The key distinction of functional, convenient retail places is that they serve a local population, with journey times being short. Travel time of less than 10 minutes was recorded for 46% of shoppers in Ellandi’s shopper survey, with 79% of journeys less than 20 minutes.


Travel time and dwell time

Figure 2

Source: Savills Research / Ellandi

Frequency of visit is high, with 78% of shoppers visiting the shopping centres at least once a week and 92% visiting at least once a month; this is in line with visitation to other Community shopping centres. The Midlands, North East and North West regions have the most frequent visitation, with over 80% visiting at least once a week.

By contrast, large regional shopping centres have much lower shopper frequency, with only c.15% visiting weekly and 44% of visitors coming less than twice a year. Retail parks draw 19% of shoppers weekly and high streets 53% weekly.

The difference in visitation between different types of retail schemes is closely linked to the nature of the retail journeys they support. A local offer may typically be expected to provide a high proportion of groceries, retail services and other staple goods that shoppers require more often, as opposed to a ‘destination’ retail scheme providing a higher proportion of comparison and fashion goods, and a more comprehensive leisure offer.

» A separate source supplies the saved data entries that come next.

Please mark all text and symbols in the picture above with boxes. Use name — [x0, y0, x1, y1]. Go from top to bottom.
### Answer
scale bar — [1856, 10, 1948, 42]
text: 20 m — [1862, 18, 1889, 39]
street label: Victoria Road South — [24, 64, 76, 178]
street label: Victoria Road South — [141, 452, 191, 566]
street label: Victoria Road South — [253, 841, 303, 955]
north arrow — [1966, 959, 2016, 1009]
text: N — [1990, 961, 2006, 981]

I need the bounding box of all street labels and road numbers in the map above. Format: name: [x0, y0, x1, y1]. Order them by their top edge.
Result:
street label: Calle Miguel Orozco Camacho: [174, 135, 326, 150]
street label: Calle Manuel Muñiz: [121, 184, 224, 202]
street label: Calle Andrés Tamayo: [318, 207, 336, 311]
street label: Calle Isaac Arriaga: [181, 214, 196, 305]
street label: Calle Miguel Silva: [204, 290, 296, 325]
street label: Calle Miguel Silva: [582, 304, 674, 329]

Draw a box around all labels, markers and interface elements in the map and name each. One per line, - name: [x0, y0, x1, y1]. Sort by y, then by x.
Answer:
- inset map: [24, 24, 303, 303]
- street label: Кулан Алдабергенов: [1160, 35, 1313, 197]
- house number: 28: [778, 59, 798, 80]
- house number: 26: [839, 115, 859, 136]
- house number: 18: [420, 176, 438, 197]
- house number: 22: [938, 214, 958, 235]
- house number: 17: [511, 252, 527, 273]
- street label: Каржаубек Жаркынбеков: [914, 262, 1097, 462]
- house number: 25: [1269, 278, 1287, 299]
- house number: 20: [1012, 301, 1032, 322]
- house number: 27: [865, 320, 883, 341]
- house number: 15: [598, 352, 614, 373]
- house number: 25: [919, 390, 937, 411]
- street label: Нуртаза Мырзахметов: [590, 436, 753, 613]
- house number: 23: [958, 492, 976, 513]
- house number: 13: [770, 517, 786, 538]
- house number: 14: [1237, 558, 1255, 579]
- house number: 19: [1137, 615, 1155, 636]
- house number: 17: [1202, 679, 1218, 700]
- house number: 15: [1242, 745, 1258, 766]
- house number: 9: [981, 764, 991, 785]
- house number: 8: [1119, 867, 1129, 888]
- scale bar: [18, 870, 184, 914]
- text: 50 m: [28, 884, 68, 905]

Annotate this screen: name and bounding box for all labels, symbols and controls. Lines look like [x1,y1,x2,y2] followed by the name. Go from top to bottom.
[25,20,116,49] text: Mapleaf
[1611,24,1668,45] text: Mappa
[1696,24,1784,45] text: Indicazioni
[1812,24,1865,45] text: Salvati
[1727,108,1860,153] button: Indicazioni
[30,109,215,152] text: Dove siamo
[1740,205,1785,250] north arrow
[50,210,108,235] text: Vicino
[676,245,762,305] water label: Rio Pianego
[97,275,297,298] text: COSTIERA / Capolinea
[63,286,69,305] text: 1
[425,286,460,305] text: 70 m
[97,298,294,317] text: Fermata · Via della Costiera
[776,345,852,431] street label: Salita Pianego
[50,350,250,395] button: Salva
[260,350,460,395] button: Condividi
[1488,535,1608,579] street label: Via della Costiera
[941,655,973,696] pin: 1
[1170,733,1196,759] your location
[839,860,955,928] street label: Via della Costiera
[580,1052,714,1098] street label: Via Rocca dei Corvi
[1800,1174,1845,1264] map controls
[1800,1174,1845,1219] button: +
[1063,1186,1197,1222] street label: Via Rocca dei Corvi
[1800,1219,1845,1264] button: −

Shopping frequency by retail place type

Figure 3

Source: Savills Research / Ellandi

However, if the relationship was simply a matter of ‘convenience’ then we could anticipate short shopping duration. Instead, dwell times are far longer than might be expected, with 44% of trips longer than one hour and only 30% less than 30 minutes. Northern Ireland shoppers had the largest proportion of trips being longer than one hour (66%), followed by Greater London (51%).

While longer travel times (and therefore effort) results in increased dwell times, there appears to be no consequent impact on frequency of visit.

Local competition does play a factor in shopper dwell times, as they are longest in locations where the shopping centre is the dominant scheme in the town, or where additional town provision is smaller.

There was no demographic bias in frequency of visit or dwell times across the schemes we analysed, and they were broadly similar across all affluence and age bands.

The conclusion is that these community-based locations have frequent visits and short travel times. The surprise is in the length of duration of shopping trips for these regular visits.


How much are people spending?

Further indication that Community shopping centres provide an important functional shopping experience, can be seen in the conversion rates and spend profiles.

Basket spend is higher than expected, averaging £36.60 per visit, 56% of trips are purpose driven and 78% of people are spending when they visit.


Visitation & spend highlight

Figure 4

Source: Savills Research / Ellandi

Analysis of shopper demographics shows very little difference in spend between different socio-economic groups.

The exception is the least affluent group “Urban Adversity”, which accounts for 24% of shoppers across all schemes analysed. However, with an average spend of £26 and weekly visitation of 76%, this group still accounts for a considerable volume of total spend.

The similar spend profile across the demographic groups demonstrates the nature of shopping trips in these locations. These are functional shopping journeys based on necessity rather than indulgence.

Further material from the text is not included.